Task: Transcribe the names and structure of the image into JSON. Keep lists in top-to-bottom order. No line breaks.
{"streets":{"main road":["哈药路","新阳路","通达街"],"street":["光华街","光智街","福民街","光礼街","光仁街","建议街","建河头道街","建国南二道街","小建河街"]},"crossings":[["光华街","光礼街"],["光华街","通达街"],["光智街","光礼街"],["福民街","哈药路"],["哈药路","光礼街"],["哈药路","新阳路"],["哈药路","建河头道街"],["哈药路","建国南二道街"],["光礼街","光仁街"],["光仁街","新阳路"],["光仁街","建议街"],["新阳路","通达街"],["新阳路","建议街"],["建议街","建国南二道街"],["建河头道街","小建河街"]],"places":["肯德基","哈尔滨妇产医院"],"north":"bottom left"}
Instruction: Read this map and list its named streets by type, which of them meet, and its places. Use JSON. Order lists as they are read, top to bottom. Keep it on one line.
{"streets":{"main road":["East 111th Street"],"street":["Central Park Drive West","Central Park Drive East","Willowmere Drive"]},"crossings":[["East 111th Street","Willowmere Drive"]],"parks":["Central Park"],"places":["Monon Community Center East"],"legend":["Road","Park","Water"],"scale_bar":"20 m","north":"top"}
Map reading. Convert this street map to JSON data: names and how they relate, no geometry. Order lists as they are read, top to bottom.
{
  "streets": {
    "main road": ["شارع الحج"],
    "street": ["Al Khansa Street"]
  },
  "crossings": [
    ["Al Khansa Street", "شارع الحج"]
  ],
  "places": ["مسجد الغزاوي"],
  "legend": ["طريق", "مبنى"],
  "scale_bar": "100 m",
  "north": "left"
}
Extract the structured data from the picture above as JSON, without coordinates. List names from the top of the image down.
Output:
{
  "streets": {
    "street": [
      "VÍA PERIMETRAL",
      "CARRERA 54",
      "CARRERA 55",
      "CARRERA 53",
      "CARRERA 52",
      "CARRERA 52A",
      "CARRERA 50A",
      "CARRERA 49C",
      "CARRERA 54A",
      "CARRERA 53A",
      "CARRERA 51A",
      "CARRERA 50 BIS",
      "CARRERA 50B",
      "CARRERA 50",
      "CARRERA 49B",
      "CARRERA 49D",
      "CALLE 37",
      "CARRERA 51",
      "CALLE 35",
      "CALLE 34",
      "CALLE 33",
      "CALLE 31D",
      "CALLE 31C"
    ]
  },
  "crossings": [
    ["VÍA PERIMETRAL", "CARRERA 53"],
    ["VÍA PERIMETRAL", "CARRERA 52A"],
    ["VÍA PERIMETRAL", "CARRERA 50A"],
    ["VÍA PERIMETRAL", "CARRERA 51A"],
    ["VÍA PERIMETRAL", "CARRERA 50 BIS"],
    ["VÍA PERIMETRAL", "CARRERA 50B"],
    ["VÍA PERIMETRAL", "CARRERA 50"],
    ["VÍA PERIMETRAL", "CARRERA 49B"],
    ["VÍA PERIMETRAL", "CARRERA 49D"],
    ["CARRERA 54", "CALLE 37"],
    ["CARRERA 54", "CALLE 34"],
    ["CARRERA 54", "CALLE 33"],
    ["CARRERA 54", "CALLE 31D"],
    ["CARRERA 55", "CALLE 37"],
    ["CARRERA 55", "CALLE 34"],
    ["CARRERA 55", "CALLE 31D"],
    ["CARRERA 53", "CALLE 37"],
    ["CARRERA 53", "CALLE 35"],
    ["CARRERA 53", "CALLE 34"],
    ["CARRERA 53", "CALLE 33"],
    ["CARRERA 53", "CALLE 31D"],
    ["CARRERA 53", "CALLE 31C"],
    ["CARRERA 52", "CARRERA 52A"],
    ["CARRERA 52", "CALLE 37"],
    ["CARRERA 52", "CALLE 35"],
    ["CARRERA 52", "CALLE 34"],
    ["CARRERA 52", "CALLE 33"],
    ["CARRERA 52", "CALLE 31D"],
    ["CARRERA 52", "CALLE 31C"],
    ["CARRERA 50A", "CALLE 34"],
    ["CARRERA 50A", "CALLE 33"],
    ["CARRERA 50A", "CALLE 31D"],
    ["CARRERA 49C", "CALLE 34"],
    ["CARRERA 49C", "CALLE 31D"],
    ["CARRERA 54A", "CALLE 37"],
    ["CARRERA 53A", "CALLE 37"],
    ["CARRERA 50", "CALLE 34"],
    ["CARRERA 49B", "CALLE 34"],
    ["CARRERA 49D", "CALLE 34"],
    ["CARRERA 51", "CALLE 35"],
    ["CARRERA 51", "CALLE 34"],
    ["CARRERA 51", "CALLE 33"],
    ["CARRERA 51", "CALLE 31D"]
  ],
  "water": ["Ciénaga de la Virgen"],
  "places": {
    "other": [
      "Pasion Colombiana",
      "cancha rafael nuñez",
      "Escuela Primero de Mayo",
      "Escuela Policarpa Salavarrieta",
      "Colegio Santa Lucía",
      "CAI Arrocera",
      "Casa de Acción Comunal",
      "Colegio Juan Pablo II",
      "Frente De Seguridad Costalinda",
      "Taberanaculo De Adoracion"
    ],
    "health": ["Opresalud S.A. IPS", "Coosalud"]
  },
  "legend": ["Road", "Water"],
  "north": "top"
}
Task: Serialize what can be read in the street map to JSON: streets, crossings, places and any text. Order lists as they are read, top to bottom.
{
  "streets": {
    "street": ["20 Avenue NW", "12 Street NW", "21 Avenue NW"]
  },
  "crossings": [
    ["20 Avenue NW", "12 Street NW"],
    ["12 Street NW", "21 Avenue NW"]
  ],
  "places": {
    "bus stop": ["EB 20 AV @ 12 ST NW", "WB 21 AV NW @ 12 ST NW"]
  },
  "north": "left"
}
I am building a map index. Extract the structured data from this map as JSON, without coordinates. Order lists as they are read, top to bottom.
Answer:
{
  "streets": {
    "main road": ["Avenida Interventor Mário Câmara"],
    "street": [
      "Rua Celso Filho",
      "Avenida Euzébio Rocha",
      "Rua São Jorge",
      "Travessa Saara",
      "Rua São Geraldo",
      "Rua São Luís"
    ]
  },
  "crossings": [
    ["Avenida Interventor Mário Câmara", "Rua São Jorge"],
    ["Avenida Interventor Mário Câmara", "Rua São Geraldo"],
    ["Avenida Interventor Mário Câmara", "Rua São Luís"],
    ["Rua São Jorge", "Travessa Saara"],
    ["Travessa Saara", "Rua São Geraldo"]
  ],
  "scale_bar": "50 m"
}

---+---

• What is being asked
Repeat the data in its entirety, word for word.

• Expected answer
Task: Transcribe the names and structure of the image into JSON. Keep lists in top-to-bottom order. No line breaks.
{"streets":{"main road":["哈药路","新阳路","通达街"],"street":["光华街","光智街","福民街","光礼街","光仁街","建议街","建河头道街","建国南二道街","小建河街"]},"crossings":[["光华街","光礼街"],["光华街","通达街"],["光智街","光礼街"],["福民街","哈药路"],["哈药路","光礼街"],["哈药路","新阳路"],["哈药路","建河头道街"],["哈药路","建国南二道街"],["光礼街","光仁街"],["光仁街","新阳路"],["光仁街","建议街"],["新阳路","通达街"],["新阳路","建议街"],["建议街","建国南二道街"],["建河头道街","小建河街"]],"places":["肯德基","哈尔滨妇产医院"],"north":"bottom left"}
Instruction: Read this map and list its named streets by type, which of them meet, and its places. Use JSON. Order lists as they are read, top to bottom. Keep it on one line.
{"streets":{"main road":["East 111th Street"],"street":["Central Park Drive West","Central Park Drive East","Willowmere Drive"]},"crossings":[["East 111th Street","Willowmere Drive"]],"parks":["Central Park"],"places":["Monon Community Center East"],"legend":["Road","Park","Water"],"scale_bar":"20 m","north":"top"}
Map reading. Convert this street map to JSON data: names and how they relate, no geometry. Order lists as they are read, top to bottom.
{
  "streets": {
    "main road": ["شارع الحج"],
    "street": ["Al Khansa Street"]
  },
  "crossings": [
    ["Al Khansa Street", "شارع الحج"]
  ],
  "places": ["مسجد الغزاوي"],
  "legend": ["طريق", "مبنى"],
  "scale_bar": "100 m",
  "north": "left"
}
Extract the structured data from the picture above as JSON, without coordinates. List names from the top of the image down.
Output:
{
  "streets": {
    "street": [
      "VÍA PERIMETRAL",
      "CARRERA 54",
      "CARRERA 55",
      "CARRERA 53",
      "CARRERA 52",
      "CARRERA 52A",
      "CARRERA 50A",
      "CARRERA 49C",
      "CARRERA 54A",
      "CARRERA 53A",
      "CARRERA 51A",
      "CARRERA 50 BIS",
      "CARRERA 50B",
      "CARRERA 50",
      "CARRERA 49B",
      "CARRERA 49D",
      "CALLE 37",
      "CARRERA 51",
      "CALLE 35",
      "CALLE 34",
      "CALLE 33",
      "CALLE 31D",
      "CALLE 31C"
    ]
  },
  "crossings": [
    ["VÍA PERIMETRAL", "CARRERA 53"],
    ["VÍA PERIMETRAL", "CARRERA 52A"],
    ["VÍA PERIMETRAL", "CARRERA 50A"],
    ["VÍA PERIMETRAL", "CARRERA 51A"],
    ["VÍA PERIMETRAL", "CARRERA 50 BIS"],
    ["VÍA PERIMETRAL", "CARRERA 50B"],
    ["VÍA PERIMETRAL", "CARRERA 50"],
    ["VÍA PERIMETRAL", "CARRERA 49B"],
    ["VÍA PERIMETRAL", "CARRERA 49D"],
    ["CARRERA 54", "CALLE 37"],
    ["CARRERA 54", "CALLE 34"],
    ["CARRERA 54", "CALLE 33"],
    ["CARRERA 54", "CALLE 31D"],
    ["CARRERA 55", "CALLE 37"],
    ["CARRERA 55", "CALLE 34"],
    ["CARRERA 55", "CALLE 31D"],
    ["CARRERA 53", "CALLE 37"],
    ["CARRERA 53", "CALLE 35"],
    ["CARRERA 53", "CALLE 34"],
    ["CARRERA 53", "CALLE 33"],
    ["CARRERA 53", "CALLE 31D"],
    ["CARRERA 53", "CALLE 31C"],
    ["CARRERA 52", "CARRERA 52A"],
    ["CARRERA 52", "CALLE 37"],
    ["CARRERA 52", "CALLE 35"],
    ["CARRERA 52", "CALLE 34"],
    ["CARRERA 52", "CALLE 33"],
    ["CARRERA 52", "CALLE 31D"],
    ["CARRERA 52", "CALLE 31C"],
    ["CARRERA 50A", "CALLE 34"],
    ["CARRERA 50A", "CALLE 33"],
    ["CARRERA 50A", "CALLE 31D"],
    ["CARRERA 49C", "CALLE 34"],
    ["CARRERA 49C", "CALLE 31D"],
    ["CARRERA 54A", "CALLE 37"],
    ["CARRERA 53A", "CALLE 37"],
    ["CARRERA 50", "CALLE 34"],
    ["CARRERA 49B", "CALLE 34"],
    ["CARRERA 49D", "CALLE 34"],
    ["CARRERA 51", "CALLE 35"],
    ["CARRERA 51", "CALLE 34"],
    ["CARRERA 51", "CALLE 33"],
    ["CARRERA 51", "CALLE 31D"]
  ],
  "water": ["Ciénaga de la Virgen"],
  "places": {
    "other": [
      "Pasion Colombiana",
      "cancha rafael nuñez",
      "Escuela Primero de Mayo",
      "Escuela Policarpa Salavarrieta",
      "Colegio Santa Lucía",
      "CAI Arrocera",
      "Casa de Acción Comunal",
      "Colegio Juan Pablo II",
      "Frente De Seguridad Costalinda",
      "Taberanaculo De Adoracion"
    ],
    "health": ["Opresalud S.A. IPS", "Coosalud"]
  },
  "legend": ["Road", "Water"],
  "north": "top"
}
Task: Serialize what can be read in the street map to JSON: streets, crossings, places and any text. Order lists as they are read, top to bottom.
{
  "streets": {
    "street": ["20 Avenue NW", "12 Street NW", "21 Avenue NW"]
  },
  "crossings": [
    ["20 Avenue NW", "12 Street NW"],
    ["12 Street NW", "21 Avenue NW"]
  ],
  "places": {
    "bus stop": ["EB 20 AV @ 12 ST NW", "WB 21 AV NW @ 12 ST NW"]
  },
  "north": "left"
}
I am building a map index. Extract the structured data from this map as JSON, without coordinates. Order lists as they are read, top to bottom.
Answer:
{
  "streets": {
    "main road": ["Avenida Interventor Mário Câmara"],
    "street": [
      "Rua Celso Filho",
      "Avenida Euzébio Rocha",
      "Rua São Jorge",
      "Travessa Saara",
      "Rua São Geraldo",
      "Rua São Luís"
    ]
  },
  "crossings": [
    ["Avenida Interventor Mário Câmara", "Rua São Jorge"],
    ["Avenida Interventor Mário Câmara", "Rua São Geraldo"],
    ["Avenida Interventor Mário Câmara", "Rua São Luís"],
    ["Rua São Jorge", "Travessa Saara"],
    ["Travessa Saara", "Rua São Geraldo"]
  ],
  "scale_bar": "50 m"
}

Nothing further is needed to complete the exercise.